So sorry you are going through this. Who knows what is going on with him. All you know is what he has told you. Time to go into protective mode. First get angry. Scream, vent, cry. Get it out of your system. Do not internalize this pain. Next, tell him to leave. You do not need to make life easy for him. Your daughter will survive. Then mourn, mourn, mourn. You will Survive this and be a stronger person. Hold your head up high, with dignity. You did nothing wrong.


----------



## clementineboian (May 5, 2015)

Thanks to everyone for support and advice.
An update..
Confronted husband when he came home from work today (in the nicest possible way), firm and to the point.
I do believe that people can fall deeply in love with other people, even while they are in a relationship, and I said I would let him go, as graciously as I could, without bitterness but under the condition that he leave the house and find somewhere else to live ASAP. It felt quite empowering to say so and a bit of a relief (I ate something for the first time in 2 days!).
He, however seems to have a bit of a change of heart since his revelation 3 days ago and is now reconsidering if this is the right thing for him to do. He says he is torn between the two of us equally, but is considering trying to pull our marriage out of the fire. To be honest, he is a complete mess at the moment and any sensible communication out of him is almost non-existent, just shakes his head and says he doesn't know what to do and is confused.
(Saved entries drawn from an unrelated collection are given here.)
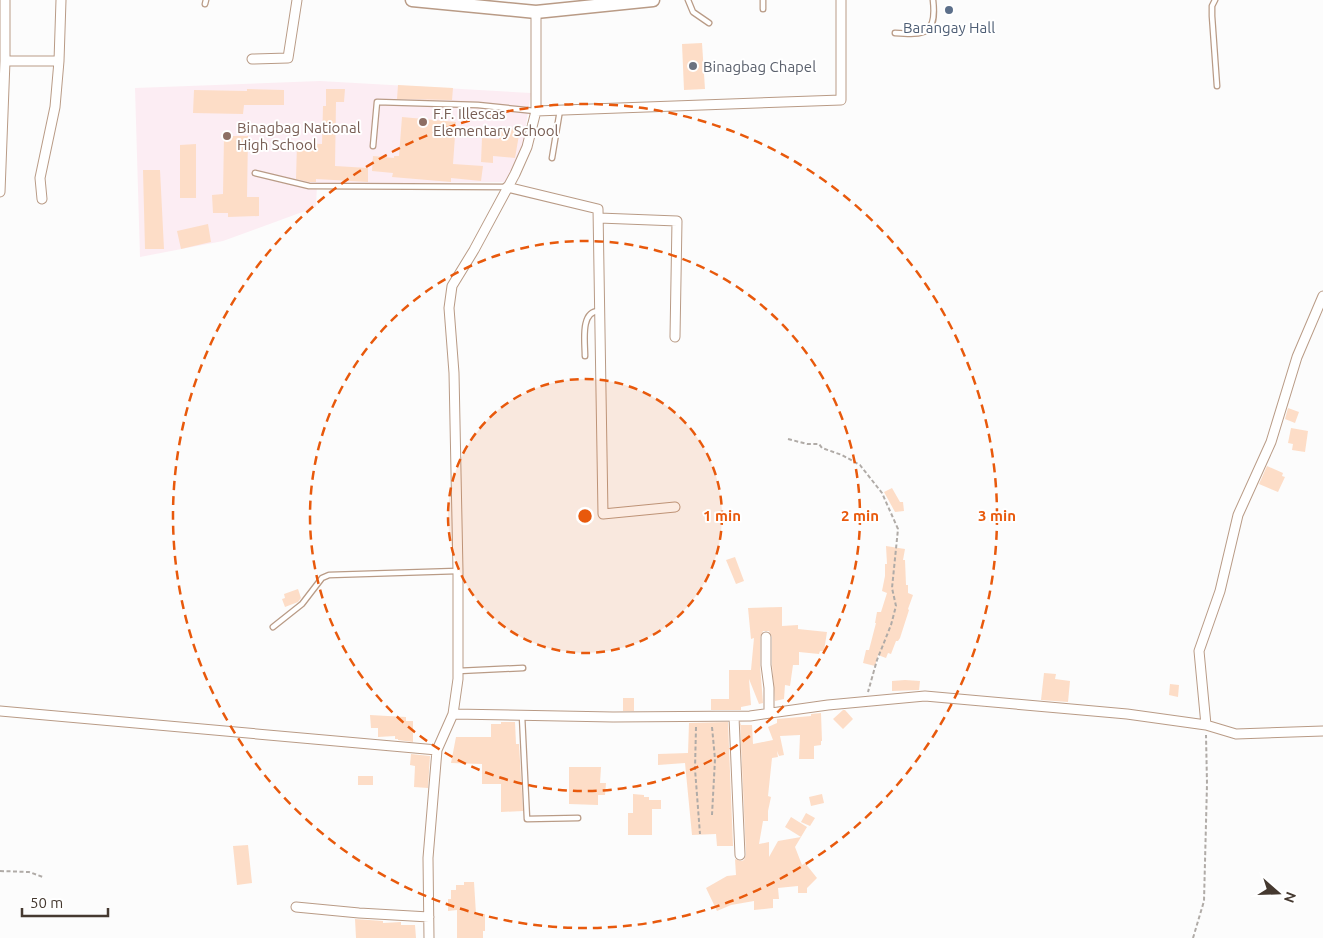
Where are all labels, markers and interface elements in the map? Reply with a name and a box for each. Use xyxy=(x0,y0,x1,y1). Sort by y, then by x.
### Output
marker: Barangay Hall xyxy=(943,4,955,16)
place label: Barangay Hall xyxy=(903,19,995,36)
place label: Binagbag Chapel xyxy=(703,58,816,75)
marker: Binagbag Chapel xyxy=(687,60,699,72)
place label: F.F. Illescas Elementary School xyxy=(433,105,559,139)
marker: F.F. Illescas Elementary School xyxy=(417,116,429,128)
place label: Binagbag National High School xyxy=(237,119,361,153)
marker: Binagbag National High School xyxy=(221,130,233,142)
centre of rings xyxy=(576,507,594,525)
text: 1 min xyxy=(703,507,741,524)
text: 2 min xyxy=(841,507,879,524)
text: 3 min xyxy=(978,507,1016,524)
north arrow xyxy=(1253,868,1303,918)
scale bar xyxy=(22,886,109,918)
text: N xyxy=(1281,890,1300,905)
text: 50 m xyxy=(30,894,63,911)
Refuses to consider professional help or counseling. 
In addition, his relationship with the other woman is only one thing in a long list of things that are not right in his life at the moment - hates his job, hates his life, hates the routine, fed up with our marriage (though claims to still love me, this week at least) . The other woman of course can offer an antidote to all that.
I don't get any sense whatsoever that he is motivated towards fixing us. Both of us do wonder if indeed it is fixable in the long run, but me being the optimist, I always feel somehow, somewhere there is a solution. This time I'm highly sceptical though. He looks utterly defeated and I don't know that he has the strength to stay.
Will let the dust settle for 24 hours and see how things pan out. 
Your thoughts always appreciated...


----------



## yeah_right (Oct 23, 2013)

Stand firm. He wants to consider pulling the marriage out of the fire? Great...tell him to contact you when the OW is permanently out of his life. Otherwise, you intend to move forward with divorce. No more sex! You probably can't legally kick him out of the house at ths point, but you can do the 180. Don't do his laundry, cooking, cleaning. Again, no sex!!! Do not engage in conversation with him unless it relates to your child. Call his parents and tell them the situation and that you will be filing for divorce. Your #1 goal is to kill the affair...by killing the fantasy.

He may just start to realize what he's about to lose. But he really needs to believe that he WILL lose. See an attorney. You can always back out but he needs a proverbial slap to the head.


----------



## LongWalk (Apr 4, 2013)

You did the right thing. No more cake eating.

By pressing him to decide you are protecting yourself from drawn out misery. Your husband will appreciate your decisiveness. The last thing he needs is uncertainty on your part.

Also, his collapse may spell the end of your marriage anyway, as you may reject him.


----------



## Blondilocks (Jul 4, 2013)

He can quit his job & change women but he'll still be looking at himself in the mirror. He can't run away from himself. And, you can't fix him.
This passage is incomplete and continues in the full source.